I just did not get the “International Dateline.” And unlike my classmates, who either got it or were too uninterested to care
– many of whom urged me to stop my
indefatigable quest, some of them with physical threats – I refused to relent
until it was clear in my head how it could possibly be tomorrow someplace when
it was today where I was. (Not only was
I obsessively curious about such perplexities, but what if we were asked to
explain the “International Dateline” on an exam, and I lost marks by answering,
“You know I don’t know. And I’m
not even sure I believe it!”)
I have the recollection of being informed that they don’t teach Geography anymore. Geography was a subject where you learned
where places were and, in the most superficial sense of requiring us to
memorize their three major exports, something
about what they did there. (I recall you
could rarely go wrong by, after listing the two exports you were sure of,
guessing “sugar beets” for the third
one. Although I always wondered why you
would import them when you already
had “sugar beets” of your own. )
To this day, I can rattle off, not all, but at least the four
northernmost rivers of England (Tweed,
Tyne, Tees, Ouse.) I just recently
impressed a young family member by knowing the essential export of Sheffield –
knives. (Yes, our Geography classes reflected
a preponderance of British Commonwealth illumination, though I do recall constructing a “salt and
flour” map {whatever that is} of
South America.)
The tiny sampling of my family suggests that the younger
generations are generally indifferent to geographical identification. Whenever I head for the atlas to show them
concretely where some distant locale is situated, my educational efforts are
invariably met with an exaggerated chorus of groaning. Followed by an encore of irritation when I cannot immediately point my finger to
it on the map. (“That’s ‘G-11.’
But it’s not there!”)
Geography always fascinated me. But I could never (and to a degree that I am
about the demonstrate still can’t) get my head around the “International
Dateline.”
How, when it is today in Toronto, can it possibly be
tomorrow in Australia or Japan?
(I am reminded of a joke once written by the great Stan
Daniels for The Mary Tyler Moore Show. {I almost never do this, but when I worked
there, I specifically inquired about its authorship.}
Mary’s work arena
was WJM, a local news station in
Minneapolis. On the wall, as appropriate set decoration,
was a series of clocks, indicating the various local times of the major international
news centers. The dufus anchorman Ted
Baxter once remarked {something like}, “Look at that. It’s an hour later in New York, and two hours
earlier in Los Angeles. And in Tokyo, it’s tomorrow. You know what that means? There are people walking around Minneapolis
who are already dead in Japan.”)
Unashamedly, I identify my confusion about the
“International Dateline” with that dufus fictional anchorman from television.
Okay.
Somebody made up time.
I think they were English.
(Because there’s this place where they specialized in “time” called Greenwich,
and Greenwich (pronounced Grenich) is in England.

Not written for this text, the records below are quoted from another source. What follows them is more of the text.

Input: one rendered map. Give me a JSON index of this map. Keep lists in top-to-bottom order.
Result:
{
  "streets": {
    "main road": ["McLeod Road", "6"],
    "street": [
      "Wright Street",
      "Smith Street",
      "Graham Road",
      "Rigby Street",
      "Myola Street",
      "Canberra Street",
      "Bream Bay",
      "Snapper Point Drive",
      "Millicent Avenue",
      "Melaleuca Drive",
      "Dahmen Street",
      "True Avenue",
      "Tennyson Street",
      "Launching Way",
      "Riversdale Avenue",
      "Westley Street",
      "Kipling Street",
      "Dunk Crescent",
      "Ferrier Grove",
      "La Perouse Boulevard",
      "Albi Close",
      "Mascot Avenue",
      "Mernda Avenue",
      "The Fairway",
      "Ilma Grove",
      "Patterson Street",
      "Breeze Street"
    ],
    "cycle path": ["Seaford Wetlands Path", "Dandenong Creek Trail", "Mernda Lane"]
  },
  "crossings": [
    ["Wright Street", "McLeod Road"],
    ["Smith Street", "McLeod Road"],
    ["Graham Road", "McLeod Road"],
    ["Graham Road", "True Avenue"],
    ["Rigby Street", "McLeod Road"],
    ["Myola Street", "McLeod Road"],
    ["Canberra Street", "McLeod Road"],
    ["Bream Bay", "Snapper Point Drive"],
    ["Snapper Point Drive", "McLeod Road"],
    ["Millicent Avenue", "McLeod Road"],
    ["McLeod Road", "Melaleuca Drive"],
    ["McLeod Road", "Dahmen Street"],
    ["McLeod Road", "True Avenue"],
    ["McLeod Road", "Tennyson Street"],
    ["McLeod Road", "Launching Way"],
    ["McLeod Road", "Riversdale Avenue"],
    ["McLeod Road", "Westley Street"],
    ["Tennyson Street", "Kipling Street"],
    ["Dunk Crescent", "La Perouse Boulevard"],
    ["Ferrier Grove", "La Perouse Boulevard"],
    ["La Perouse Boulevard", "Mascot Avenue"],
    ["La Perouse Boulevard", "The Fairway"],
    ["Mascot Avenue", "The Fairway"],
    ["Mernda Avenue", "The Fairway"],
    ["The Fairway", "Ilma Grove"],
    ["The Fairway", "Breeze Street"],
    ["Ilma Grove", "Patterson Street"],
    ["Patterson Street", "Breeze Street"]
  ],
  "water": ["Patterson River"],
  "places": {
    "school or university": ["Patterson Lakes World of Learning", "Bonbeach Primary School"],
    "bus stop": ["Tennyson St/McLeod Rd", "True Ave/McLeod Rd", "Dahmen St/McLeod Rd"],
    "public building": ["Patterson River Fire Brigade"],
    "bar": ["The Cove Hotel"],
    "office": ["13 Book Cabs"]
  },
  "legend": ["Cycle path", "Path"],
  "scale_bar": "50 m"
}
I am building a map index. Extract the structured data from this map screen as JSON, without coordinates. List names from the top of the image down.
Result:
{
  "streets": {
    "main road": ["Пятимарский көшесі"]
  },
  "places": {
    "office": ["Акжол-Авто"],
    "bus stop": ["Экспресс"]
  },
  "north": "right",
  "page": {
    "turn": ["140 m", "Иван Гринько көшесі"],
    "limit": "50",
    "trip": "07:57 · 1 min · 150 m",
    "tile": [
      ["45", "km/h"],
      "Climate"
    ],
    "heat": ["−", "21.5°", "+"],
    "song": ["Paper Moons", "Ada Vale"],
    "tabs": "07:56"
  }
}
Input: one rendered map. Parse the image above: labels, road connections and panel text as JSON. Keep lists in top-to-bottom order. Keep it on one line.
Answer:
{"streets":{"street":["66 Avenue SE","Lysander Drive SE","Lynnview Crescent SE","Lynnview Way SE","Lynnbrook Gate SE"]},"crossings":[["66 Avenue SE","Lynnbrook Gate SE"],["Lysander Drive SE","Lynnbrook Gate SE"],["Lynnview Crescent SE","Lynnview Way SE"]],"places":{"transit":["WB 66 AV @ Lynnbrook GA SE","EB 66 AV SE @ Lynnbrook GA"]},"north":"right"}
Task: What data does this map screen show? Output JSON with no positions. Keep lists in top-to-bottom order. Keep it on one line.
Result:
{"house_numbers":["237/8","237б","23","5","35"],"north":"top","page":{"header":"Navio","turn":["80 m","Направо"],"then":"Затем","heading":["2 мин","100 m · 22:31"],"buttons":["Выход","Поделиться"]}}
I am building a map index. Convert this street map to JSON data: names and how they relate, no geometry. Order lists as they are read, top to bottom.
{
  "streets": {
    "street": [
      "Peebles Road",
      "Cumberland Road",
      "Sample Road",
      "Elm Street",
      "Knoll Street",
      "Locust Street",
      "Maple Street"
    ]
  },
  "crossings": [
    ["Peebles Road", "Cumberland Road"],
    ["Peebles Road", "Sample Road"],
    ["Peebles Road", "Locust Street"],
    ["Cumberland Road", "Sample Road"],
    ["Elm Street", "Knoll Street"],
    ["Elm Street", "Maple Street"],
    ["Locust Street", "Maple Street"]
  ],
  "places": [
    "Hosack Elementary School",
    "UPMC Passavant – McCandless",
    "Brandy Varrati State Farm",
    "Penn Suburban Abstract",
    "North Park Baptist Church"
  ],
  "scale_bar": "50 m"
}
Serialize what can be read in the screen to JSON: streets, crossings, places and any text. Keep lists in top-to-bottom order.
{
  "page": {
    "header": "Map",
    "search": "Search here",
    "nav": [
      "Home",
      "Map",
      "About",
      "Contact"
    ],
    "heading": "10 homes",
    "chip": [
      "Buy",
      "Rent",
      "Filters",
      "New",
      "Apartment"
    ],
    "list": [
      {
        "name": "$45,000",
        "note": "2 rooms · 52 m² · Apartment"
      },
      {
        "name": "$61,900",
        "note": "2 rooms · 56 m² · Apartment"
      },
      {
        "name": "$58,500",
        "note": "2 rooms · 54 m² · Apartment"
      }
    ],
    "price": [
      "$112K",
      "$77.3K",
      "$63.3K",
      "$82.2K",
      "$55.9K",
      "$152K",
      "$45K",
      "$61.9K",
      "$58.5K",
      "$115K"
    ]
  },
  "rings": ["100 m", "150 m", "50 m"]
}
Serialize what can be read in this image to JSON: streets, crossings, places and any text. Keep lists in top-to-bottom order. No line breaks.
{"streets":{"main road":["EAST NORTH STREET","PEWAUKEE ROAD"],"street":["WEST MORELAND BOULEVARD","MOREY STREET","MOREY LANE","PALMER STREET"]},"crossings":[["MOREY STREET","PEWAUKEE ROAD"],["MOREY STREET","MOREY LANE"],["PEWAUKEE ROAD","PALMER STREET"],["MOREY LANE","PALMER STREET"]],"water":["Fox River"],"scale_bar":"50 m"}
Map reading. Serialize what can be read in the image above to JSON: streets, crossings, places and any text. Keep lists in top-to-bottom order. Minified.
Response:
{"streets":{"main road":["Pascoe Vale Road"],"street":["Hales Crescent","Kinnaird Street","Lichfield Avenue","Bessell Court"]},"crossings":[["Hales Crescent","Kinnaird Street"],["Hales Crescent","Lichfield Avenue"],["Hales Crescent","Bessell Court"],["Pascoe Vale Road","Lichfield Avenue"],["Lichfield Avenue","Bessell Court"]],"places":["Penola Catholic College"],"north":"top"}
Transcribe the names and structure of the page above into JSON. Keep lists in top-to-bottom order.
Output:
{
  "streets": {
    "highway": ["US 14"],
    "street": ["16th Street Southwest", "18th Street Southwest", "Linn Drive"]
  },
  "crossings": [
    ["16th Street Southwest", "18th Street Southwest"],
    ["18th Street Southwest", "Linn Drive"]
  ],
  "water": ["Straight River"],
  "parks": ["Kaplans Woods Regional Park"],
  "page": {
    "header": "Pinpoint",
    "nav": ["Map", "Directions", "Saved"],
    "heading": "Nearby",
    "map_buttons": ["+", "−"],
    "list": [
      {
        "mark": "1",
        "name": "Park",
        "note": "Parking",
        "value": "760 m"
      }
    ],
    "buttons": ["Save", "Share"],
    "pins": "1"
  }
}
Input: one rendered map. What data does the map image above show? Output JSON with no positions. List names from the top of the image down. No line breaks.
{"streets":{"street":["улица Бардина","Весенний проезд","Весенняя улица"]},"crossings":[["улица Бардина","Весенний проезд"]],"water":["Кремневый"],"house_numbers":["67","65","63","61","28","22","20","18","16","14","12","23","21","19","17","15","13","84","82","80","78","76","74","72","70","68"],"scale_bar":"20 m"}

Here is the difficulty they were trying to overcome. Understandably, you do not want the daytime –
when you went out and did things – to occur at night. Therefore – I’m just spitballing here – you
could not have all the places in the world be the same time at the same time, because if you did that,
some of them would be experiencing daylight while others, at that exact same
moment would be entirely in the dark.
And you can’t have
that. That’s crazy.
They needed to figure out a way where, wherever you were, it
was daylight during the appropriate time, so you knew when to go do things and
you knew when to lie down. I am aware of
those polar locations where it’s still pretty messed up, but you cannot
accommodate everyone. (And how would you
if you wanted to? Make the earth rotate differently on its axis? Sorry, Scandinavians. No can do.)
For the most part, there is a daytime and a nighttime and
the daytime takes place when the sun is out and the nighttime takes place when
it isn’t. Which is good. Now.
In order for that arrangement to play out, you need to
divide the world into “Time Zones”, making it simultaneously a different time
in different places so people could wake up when the sun’s coming up and not when it’s going down.
They decided upon twenty-four “Times Zones”, one “Time Zone”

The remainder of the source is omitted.